# Exo terra vines



## fleurdejoo (Aug 19, 2012)

Has anyone tried these?

Opinions?


----------



## sueb4653 (Aug 19, 2012)

I have seen them in the store

they look like they would work and I know others on here have used them

I believe you can bend them to what ever shape you like


----------



## brancsikia339 (Aug 19, 2012)

I use them for the idolos


----------



## frogparty (Aug 19, 2012)

Very popular in the dart frog hobby. I like natural materials myself, but they look very versatile .


----------



## angelofdeathzz (Aug 19, 2012)

They seem pretty cool but they are kinda pricey, I just go for real branches. I start with something much bigger than I want and snap it down to the shape I want. Grab more than you need toss them in the oven @175-190 for a hour or so to kill mold/fungus and any pestles, then use the ones you want and put the extra in a box for later.


----------



## fleurdejoo (Aug 19, 2012)

Well I bought them anyway.

There's one born every minute!!!

They also had one pak left of something similar but way smaller, it's discontinued figures.

But I love how bendy they are.

But I'm using it in the single ghost containers.

But I'm going to use the small exo terra branches for the dessicatas at some point.


----------



## Mime454 (Aug 19, 2012)

fleurdejoo said:


> Well I bought them anyway.
> 
> There's one born every minute!!!
> 
> ...


How are exo terra branches different from real branches?

And when did you get dessicatas? I thought that you had Lobatas? :detective:


----------



## fleurdejoo (Aug 19, 2012)

Oh lord I hope I didn't have Lobata's!?

I thought it was a dessicata!

That would be just like me to get them mixed up though.

The one I had died molting and Rebecca is shipping me another.

I swear it said dessicata on the side!

I ordered 2 dessicata's from Trans Am yesterday.

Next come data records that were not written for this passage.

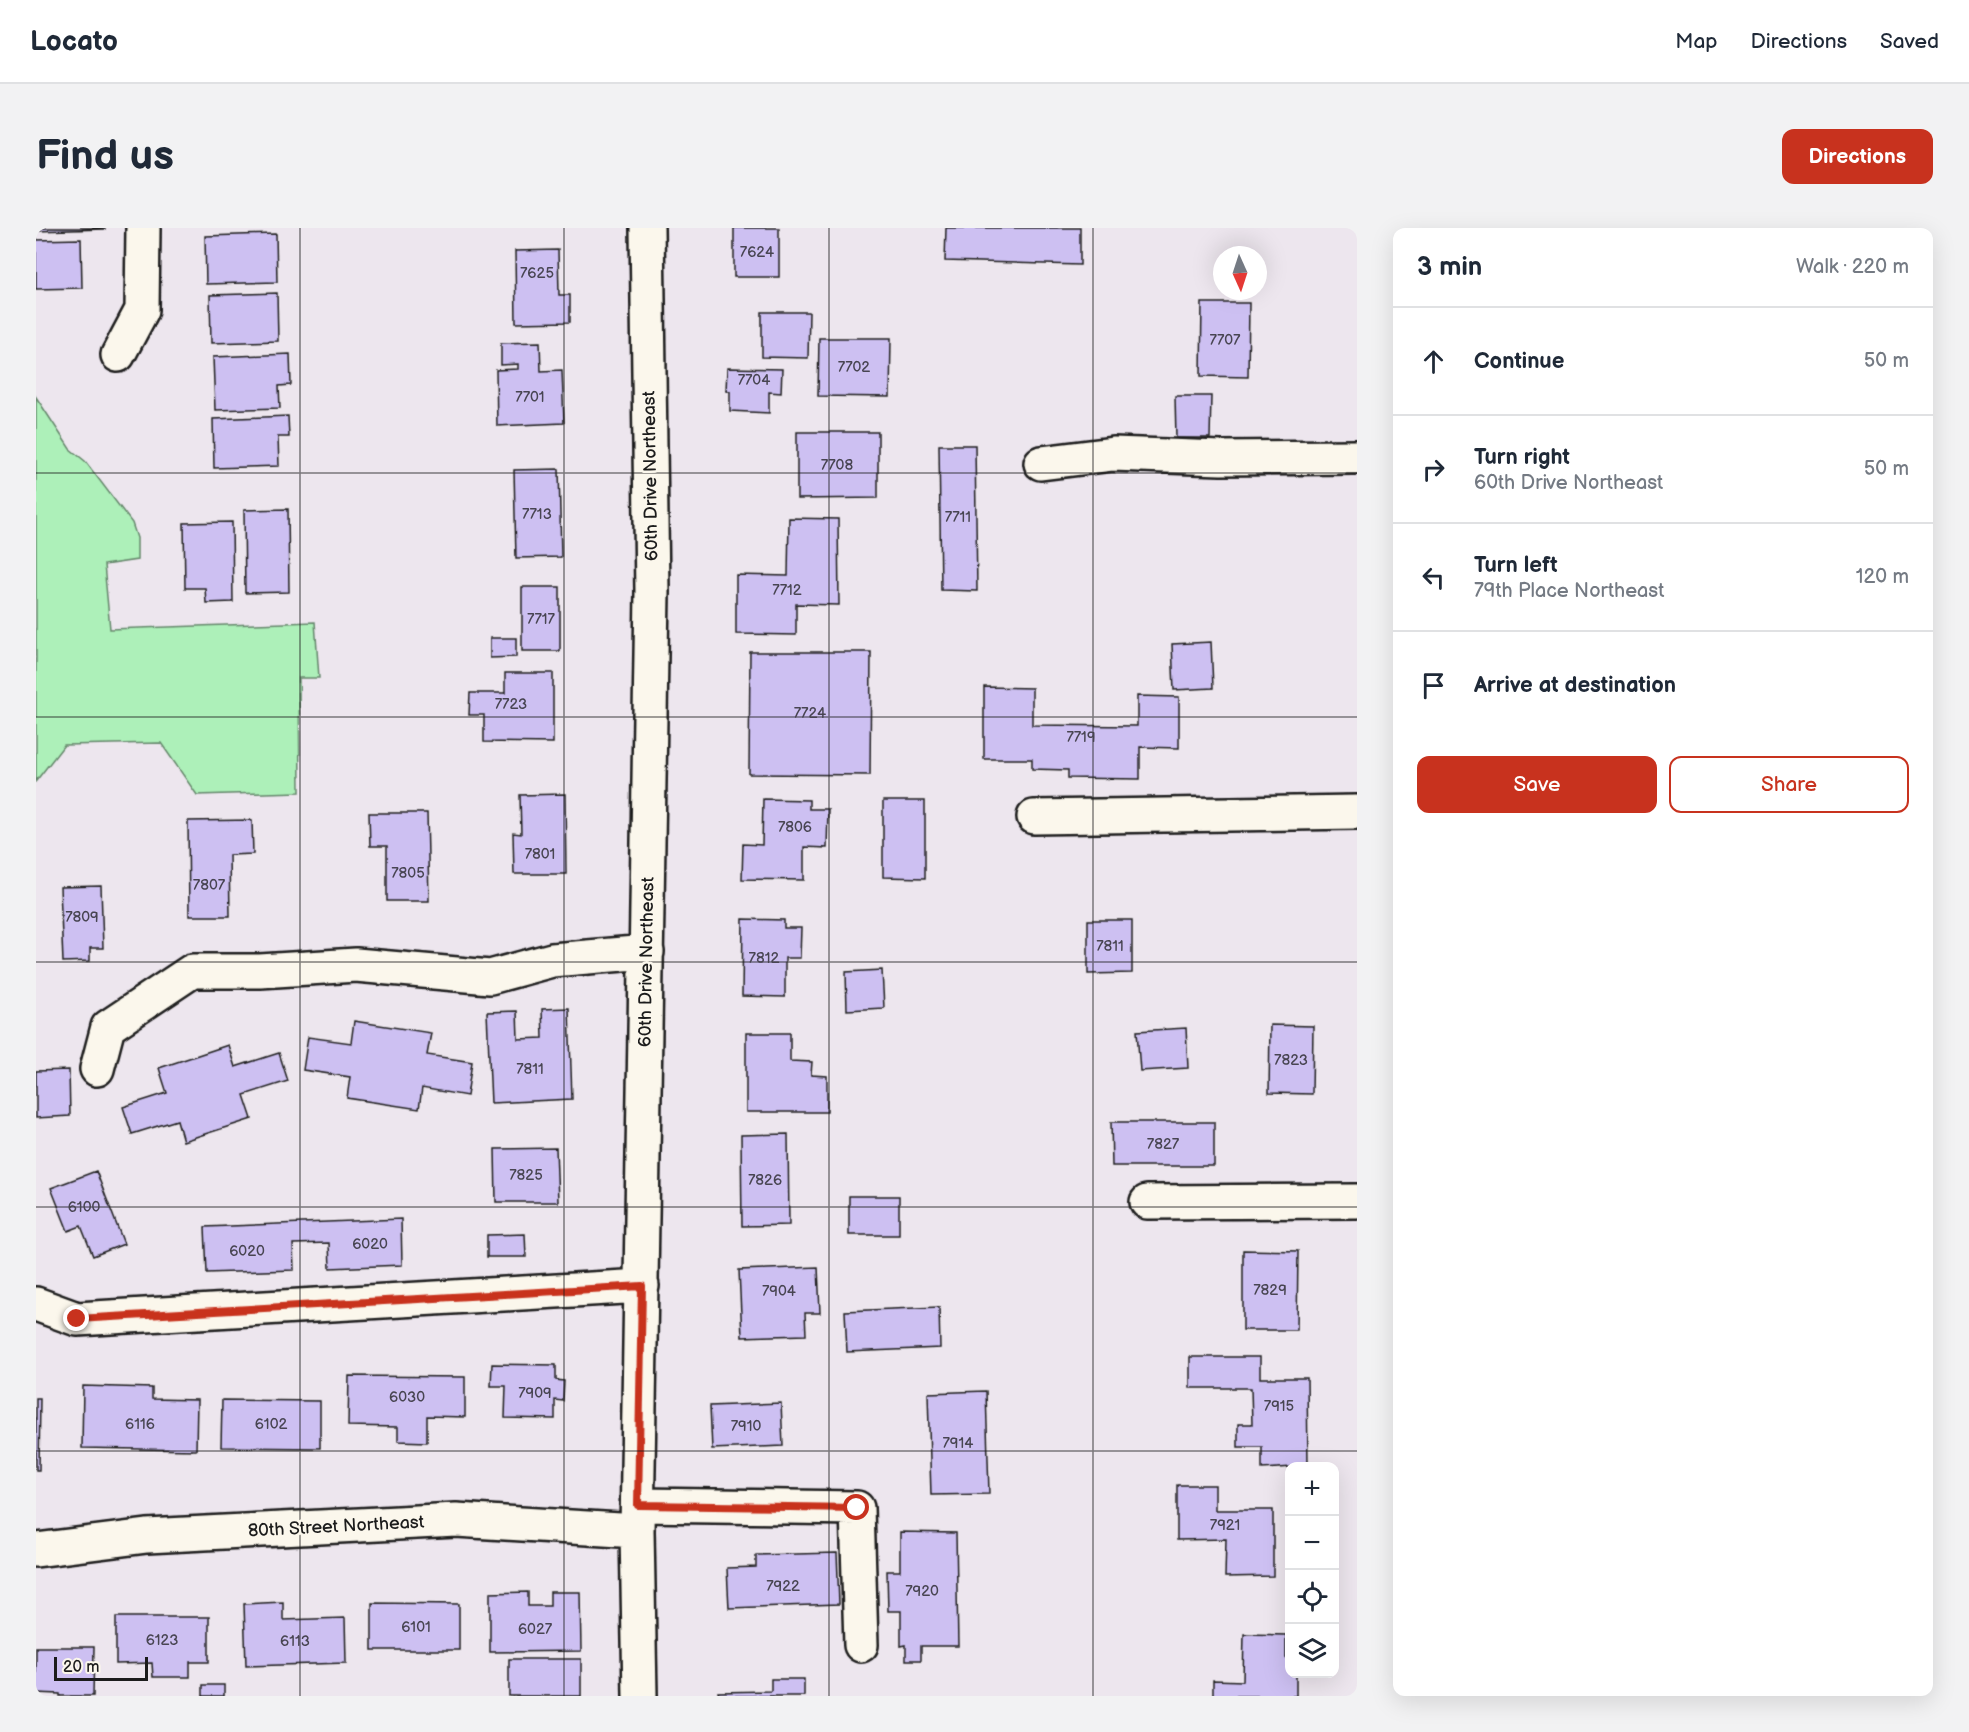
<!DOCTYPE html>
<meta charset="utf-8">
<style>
body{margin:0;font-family:"Balsamiq Sans",sans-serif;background:#f2f2f3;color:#1f2937}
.controls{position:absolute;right:18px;bottom:18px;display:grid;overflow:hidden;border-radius:12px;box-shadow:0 6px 24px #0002}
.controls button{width:54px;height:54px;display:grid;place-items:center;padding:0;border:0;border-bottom:2px solid #e0e1e3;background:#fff;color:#1f2937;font:30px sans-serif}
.compass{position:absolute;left:1177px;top:18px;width:54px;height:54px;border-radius:50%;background:#fff;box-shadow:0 6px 24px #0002;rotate:177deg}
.scale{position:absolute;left:18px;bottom:15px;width:94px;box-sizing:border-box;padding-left:6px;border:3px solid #1c1c1c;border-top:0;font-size:16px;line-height:21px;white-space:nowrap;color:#1c1c1c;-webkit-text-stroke:4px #fbf7ec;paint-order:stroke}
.stop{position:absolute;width:18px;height:18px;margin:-14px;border:4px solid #c8321e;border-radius:50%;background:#fff}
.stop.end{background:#c8321e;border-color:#fff;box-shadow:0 2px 6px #0008}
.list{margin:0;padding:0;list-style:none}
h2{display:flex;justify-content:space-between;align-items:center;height:78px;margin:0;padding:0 24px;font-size:26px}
h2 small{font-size:20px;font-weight:400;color:#747a83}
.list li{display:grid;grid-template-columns:39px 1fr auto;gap:18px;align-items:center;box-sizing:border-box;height:108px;padding:0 24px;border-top:2px solid #e0e1e3}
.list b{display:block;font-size:22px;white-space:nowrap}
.list p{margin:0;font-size:20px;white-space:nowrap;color:#747a83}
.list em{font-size:20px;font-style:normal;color:#747a83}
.actions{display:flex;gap:12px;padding:18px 24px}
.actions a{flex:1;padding:14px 0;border:2px solid #c8321e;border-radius:12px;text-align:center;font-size:21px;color:#c8321e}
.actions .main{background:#c8321e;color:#fff}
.icon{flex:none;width:33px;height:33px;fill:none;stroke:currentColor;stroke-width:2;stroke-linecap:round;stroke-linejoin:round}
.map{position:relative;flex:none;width:1321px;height:1468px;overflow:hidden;border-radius:12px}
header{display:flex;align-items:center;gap:36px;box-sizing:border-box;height:84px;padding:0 30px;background:#fff;border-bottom:2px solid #e0e1e3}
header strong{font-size:28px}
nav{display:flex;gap:33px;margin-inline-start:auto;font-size:21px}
.intro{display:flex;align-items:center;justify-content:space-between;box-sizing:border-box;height:144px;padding:0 36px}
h1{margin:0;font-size:42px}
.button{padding:15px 27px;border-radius:12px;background:#c8321e;color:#fff;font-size:21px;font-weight:700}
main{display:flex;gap:36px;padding:0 36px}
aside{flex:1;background:#fff;border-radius:12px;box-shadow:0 6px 24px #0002}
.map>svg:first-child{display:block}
</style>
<header>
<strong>Locato</strong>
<nav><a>Map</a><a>Directions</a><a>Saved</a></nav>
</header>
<div class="intro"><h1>Find us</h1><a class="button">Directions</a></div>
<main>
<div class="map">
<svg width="1321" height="1468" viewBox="0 0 1321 1468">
<rect width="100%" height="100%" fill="#ede6ee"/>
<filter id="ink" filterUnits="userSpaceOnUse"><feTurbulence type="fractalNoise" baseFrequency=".0167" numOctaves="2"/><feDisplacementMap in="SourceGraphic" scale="12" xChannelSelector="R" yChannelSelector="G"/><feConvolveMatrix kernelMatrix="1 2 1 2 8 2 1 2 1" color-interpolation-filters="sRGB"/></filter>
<g filter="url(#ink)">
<path fill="#adf0b9" stroke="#64866a" stroke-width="1.5" d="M0,169L34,221L49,233L96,295L101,310V332L68,337L74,401L279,394L283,450H263L264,564L161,567L125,515L28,517L0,553Z"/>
<path fill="#cdc0f2" stroke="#1c1c1c" stroke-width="1.5" d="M0,0H69V1L0,3Z
M698,0H743V49H698Z
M910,0H1044V37L909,33Z
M240,6L241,54L170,56L169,8Z
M45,11L46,60L0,61V12Z
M522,22L523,67H534V94L480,95L479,23Z
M241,65L242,113L175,115L174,67Z
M1166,75H1213L1212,149L1165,148Z
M726,84H773L772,130L726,129Z
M783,110H855L854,169L782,168Z
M504,114L505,143L526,142L528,195L461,198L460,142L482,141V136L465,137V115Z
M254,126L255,157L243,158L244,180L179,182L177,129Z
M691,140L746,141L745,165L733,164V185L694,183V163H690Z
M1139,168H1175L1174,210H1140Z
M252,188L253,209H242L243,238L178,240L177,191Z
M761,204H842V270L761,271Z
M903,217H939L941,363L905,362Z
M523,241L525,329L480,330L478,242Z
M252,281L253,364L209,365L208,282Z
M753,290L802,291L803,377L760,376V407L700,406V347L752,348Z
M196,294L197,374L170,375L169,360H149L148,295Z
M486,359H524V423H486Z
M454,410H480V429L454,430Z
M1175,414L1177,460L1138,462L1136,416Z
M714,424H835L834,547L713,546Z
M469,445H517V515L448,514V487H433L434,465H469Z
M948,459L996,460V497L1101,498V468L1143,469V520L1104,519V551L1032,550V542L996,541V531H948Z
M529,566L530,646H478L477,605L485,606L484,567Z
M727,571L773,572V581H792L791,620L768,619V652L706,651L707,616L726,617Z
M847,573H889V650L847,649Z
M333,585H391L393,673H351V618H334Z
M216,592L217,626L193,627L194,688H153L152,593Z
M65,658L67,720H54V733L27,734L24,659Z
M707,691L748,692V700H765L764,730H749V769L706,768Z
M1052,692H1096V745L1052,746Z
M846,742L848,780L811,782L810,744Z
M533,780L536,871L455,875L451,784L481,783L482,811L507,810L506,781Z
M318,793L395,805L391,827L436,834L431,868L386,860L383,881L311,870L314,849L267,842L272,809L315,815Z
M1234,797L1277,798L1276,866L1233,865Z
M1150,800L1152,840L1104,843L1101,803Z
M710,805H754V833L776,834L775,847L791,848V884H710Z
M192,817L199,839L243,825L252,853L208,867L216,891L147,913L141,892L96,906L87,879L131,865L123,840Z
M33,842L34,888L0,890V843Z
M1075,894H1178V938H1076Z
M752,906L753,997L706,998L705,907Z
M520,920L522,974H460L459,921Z
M60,943L88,1016L57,1028L45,998L32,1003L15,960Z
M813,968H863V1007H813Z
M365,991L366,1037L294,1040L293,1015L257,1016L258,1042L171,1045L169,999Z
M489,1006L490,1029H451V1007Z
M1207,1022L1262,1023L1261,1102H1207Z
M782,1039L784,1085H769L770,1107L706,1109L703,1042Z
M903,1079L904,1120L811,1124L809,1083Z
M1154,1129H1224V1150H1271L1272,1238L1226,1241V1219H1202V1196H1216L1215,1160H1154Z
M456,1136L520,1137V1152L528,1153L527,1173L519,1172V1191L469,1190L470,1158H455Z
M313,1148L429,1149V1189L391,1188V1214L362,1213V1199L312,1198Z
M47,1158L116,1160V1171L161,1172L160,1222L46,1220Z
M950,1163L953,1266L895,1267L892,1165Z
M0,1170H4L3,1242H0Z
M186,1172L284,1173V1220L185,1219Z
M745,1175L747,1218L676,1221L674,1178Z
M1141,1257H1179V1282H1237V1348L1189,1349L1190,1311L1141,1312Z
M864,1304L920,1305L922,1418H885V1432H870V1417L865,1418V1383H852L851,1343H864Z
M801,1325L803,1376L693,1380L691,1340L720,1339V1327Z
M492,1364V1378H514V1364H544L545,1423L454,1424V1365Z
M247,1374V1392L309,1390L310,1435L210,1438L208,1376Z
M336,1375L423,1376V1422H336Z
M80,1389H173V1434H154V1449H117L116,1435L80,1436Z
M1208,1406L1250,1407V1430H1254V1446H1260V1468H1177V1452L1207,1453Z
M0,1419H58L57,1468H24V1466L0,1465Z
M473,1431H545V1468H473Z
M735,1451H768V1468H683L682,1464L735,1463Z
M167,1457H188V1468H167Z"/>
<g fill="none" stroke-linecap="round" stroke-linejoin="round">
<g stroke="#1c1c1c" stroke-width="38">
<path id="minor" d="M82,127L106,82L107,0
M1005,235L1077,226L1185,230L1321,229
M998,589L1321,584
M61,841L72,799L156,743H224L320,737L454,749L516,732L611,724
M1111,974L1321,973
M0,1076L41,1091L606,1058
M602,1277L821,1280L825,1417
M0,1322L111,1308L420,1292L601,1303
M604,1468L601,1303L616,364L611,0"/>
</g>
<use href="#minor" stroke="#fbf7ec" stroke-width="33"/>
</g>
</g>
<g fill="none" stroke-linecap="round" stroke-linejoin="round" filter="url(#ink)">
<path stroke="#c8321e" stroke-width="8" d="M41,1091L606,1058L602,1277L821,1280"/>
</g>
<path fill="none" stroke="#1c1c1c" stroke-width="1.5" stroke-opacity="0.55" d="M264,0V1468M528,0V1468M793,0V1468M1057,0V1468M0,245H1321M0,489H1321M0,734H1321M0,979H1321M0,1223H1321"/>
<g text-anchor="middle" stroke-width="5" stroke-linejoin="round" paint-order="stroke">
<g font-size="15" fill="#484552">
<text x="721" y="29">7624</text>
<text x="501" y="50">7625</text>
<text x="1189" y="117">7707</text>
<text x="818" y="144">7702</text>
<text x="718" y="157">7704</text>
<text x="494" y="174">7701</text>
<text x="801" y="242">7708</text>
<text x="501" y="291">7713</text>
<text x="922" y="294">7711</text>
<text x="751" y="367">7712</text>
<text x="505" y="396">7717</text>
<text x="475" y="481">7723</text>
<text x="774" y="490">7724</text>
<text x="1045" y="514">7719</text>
<text x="759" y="604">7806</text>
<text x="504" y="631">7801</text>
<text x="372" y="650">7805</text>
<text x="173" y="662">7807</text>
<text x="46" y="694">7809</text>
<text x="1074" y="723">7811</text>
<text x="728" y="735">7812</text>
<text x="1255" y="837">7823</text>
<text x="494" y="846">7811</text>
<text x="1127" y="921">7827</text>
<text x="490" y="952">7825</text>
<text x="729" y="957">7826</text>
<text x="48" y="984">6100</text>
<text x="334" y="1021">6020</text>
<text x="211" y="1028">6020</text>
<text x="1234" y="1067">7829</text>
<text x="743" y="1068">7904</text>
<text x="499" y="1170">7909</text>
<text x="371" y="1174">6030</text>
<text x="1243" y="1183">7915</text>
<text x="104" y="1201">6116</text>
<text x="235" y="1201">6102</text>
<text x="710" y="1203">7910</text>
<text x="922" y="1220">7914</text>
<text x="1189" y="1302">7921</text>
<text x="747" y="1363">7922</text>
<text x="886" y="1368">7920</text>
<text x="380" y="1404">6101</text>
<text x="499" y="1406">6027</text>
<text x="126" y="1417">6123</text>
<text x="259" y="1418">6113</text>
</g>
<g font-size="18" fill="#1c1c1c" stroke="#fbf7ec">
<text transform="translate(614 248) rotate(-91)" y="6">60th Drive Northeast</text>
<text transform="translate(610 734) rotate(-89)" y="6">60th Drive Northeast</text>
<text transform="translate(300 1298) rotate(-3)" y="6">80th Street Northeast</text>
</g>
</g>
</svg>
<div class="controls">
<button>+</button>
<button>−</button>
<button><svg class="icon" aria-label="locate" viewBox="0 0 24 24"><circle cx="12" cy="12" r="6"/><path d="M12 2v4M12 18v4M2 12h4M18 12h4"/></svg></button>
<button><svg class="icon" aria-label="layers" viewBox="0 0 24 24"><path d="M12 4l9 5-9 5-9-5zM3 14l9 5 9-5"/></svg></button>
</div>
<svg class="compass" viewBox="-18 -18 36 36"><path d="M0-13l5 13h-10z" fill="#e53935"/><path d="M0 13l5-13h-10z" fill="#747a83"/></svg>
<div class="scale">20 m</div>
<div class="stop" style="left:821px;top:1280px"></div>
<div class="stop end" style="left:41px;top:1091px"></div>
</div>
<aside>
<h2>3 min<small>Walk · 220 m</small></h2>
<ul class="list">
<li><svg class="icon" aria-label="ahead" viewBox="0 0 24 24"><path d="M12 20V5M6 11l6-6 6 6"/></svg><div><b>Continue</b></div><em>50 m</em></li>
<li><svg class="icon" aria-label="right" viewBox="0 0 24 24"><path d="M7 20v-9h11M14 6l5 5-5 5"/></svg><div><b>Turn right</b><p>60th Drive Northeast</p></div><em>50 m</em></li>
<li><svg class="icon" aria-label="left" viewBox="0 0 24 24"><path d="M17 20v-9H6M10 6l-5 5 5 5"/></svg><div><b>Turn left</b><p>79th Place Northeast</p></div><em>120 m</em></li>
<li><svg class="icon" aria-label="arrive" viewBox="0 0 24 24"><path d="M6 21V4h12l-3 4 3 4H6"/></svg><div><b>Arrive at destination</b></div></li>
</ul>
<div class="actions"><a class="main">Save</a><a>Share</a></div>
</aside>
</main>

Oh Mime why did you say that!???


----------



## sueb4653 (Aug 19, 2012)

fleurdejoo said:


> Oh lord I hope I didn't have Lobata's!?
> 
> I thought it was a dessicata!
> 
> ...


*snickering*

lol you worry too much


----------



## fleurdejoo (Aug 19, 2012)

True story!


----------



## Mime454 (Aug 19, 2012)

fleurdejoo said:


> Oh lord I hope I didn't have Lobata's!?
> 
> I thought it was a dessicata!
> 
> ...


Rebecca/Mantisplace doesn't have dessicatas in stock. I know that she has lots of lobatas because people have been getting them as mystery mantids. Trans-Am's are dessicatas, he message me about them yesterday.


----------



## Krissim Klaw (Aug 19, 2012)

I use the vines for outside the cages. I like that they don't shed plant matter on my floor and are easy to clean and bend around stuff to make nice perching areas. I also love their plants. Sure you can get super cheap fake plants at say the dollar store, but I love the quality of the exo terra ones. Next best thing to the real deal.


----------



## fleurdejoo (Aug 19, 2012)

I really love how bendy they are!

And Mime you are causing me to have a heart attack.

I will check with Rebecca now!!!


----------